TASK BRIEF:
Repeat only what appears from the line containing "I am building" through the last line of the listing below, exactly as written.

INPUT MATERIAL:
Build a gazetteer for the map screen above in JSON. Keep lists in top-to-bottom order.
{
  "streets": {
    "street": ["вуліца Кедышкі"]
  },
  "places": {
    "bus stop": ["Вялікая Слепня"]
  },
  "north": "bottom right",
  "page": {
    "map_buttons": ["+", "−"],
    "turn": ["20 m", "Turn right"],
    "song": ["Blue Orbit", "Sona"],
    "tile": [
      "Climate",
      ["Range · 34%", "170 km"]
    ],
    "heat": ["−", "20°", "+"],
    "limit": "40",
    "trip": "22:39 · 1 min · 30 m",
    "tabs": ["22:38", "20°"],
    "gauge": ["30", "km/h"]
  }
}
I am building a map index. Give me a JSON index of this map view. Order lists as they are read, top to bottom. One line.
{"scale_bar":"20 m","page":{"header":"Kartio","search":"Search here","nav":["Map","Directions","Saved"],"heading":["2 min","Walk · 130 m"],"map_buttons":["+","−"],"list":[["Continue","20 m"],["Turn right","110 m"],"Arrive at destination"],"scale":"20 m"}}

RESPONSE FOR THIS EXERCISE:
I am building a map index. Give me a JSON index of this map view. Order lists as they are read, top to bottom. One line.
{"scale_bar":"20 m","page":{"header":"Kartio","search":"Search here","nav":["Map","Directions","Saved"],"heading":["2 min","Walk · 130 m"],"map_buttons":["+","−"],"list":[["Continue","20 m"],["Turn right","110 m"],"Arrive at destination"],"scale":"20 m"}}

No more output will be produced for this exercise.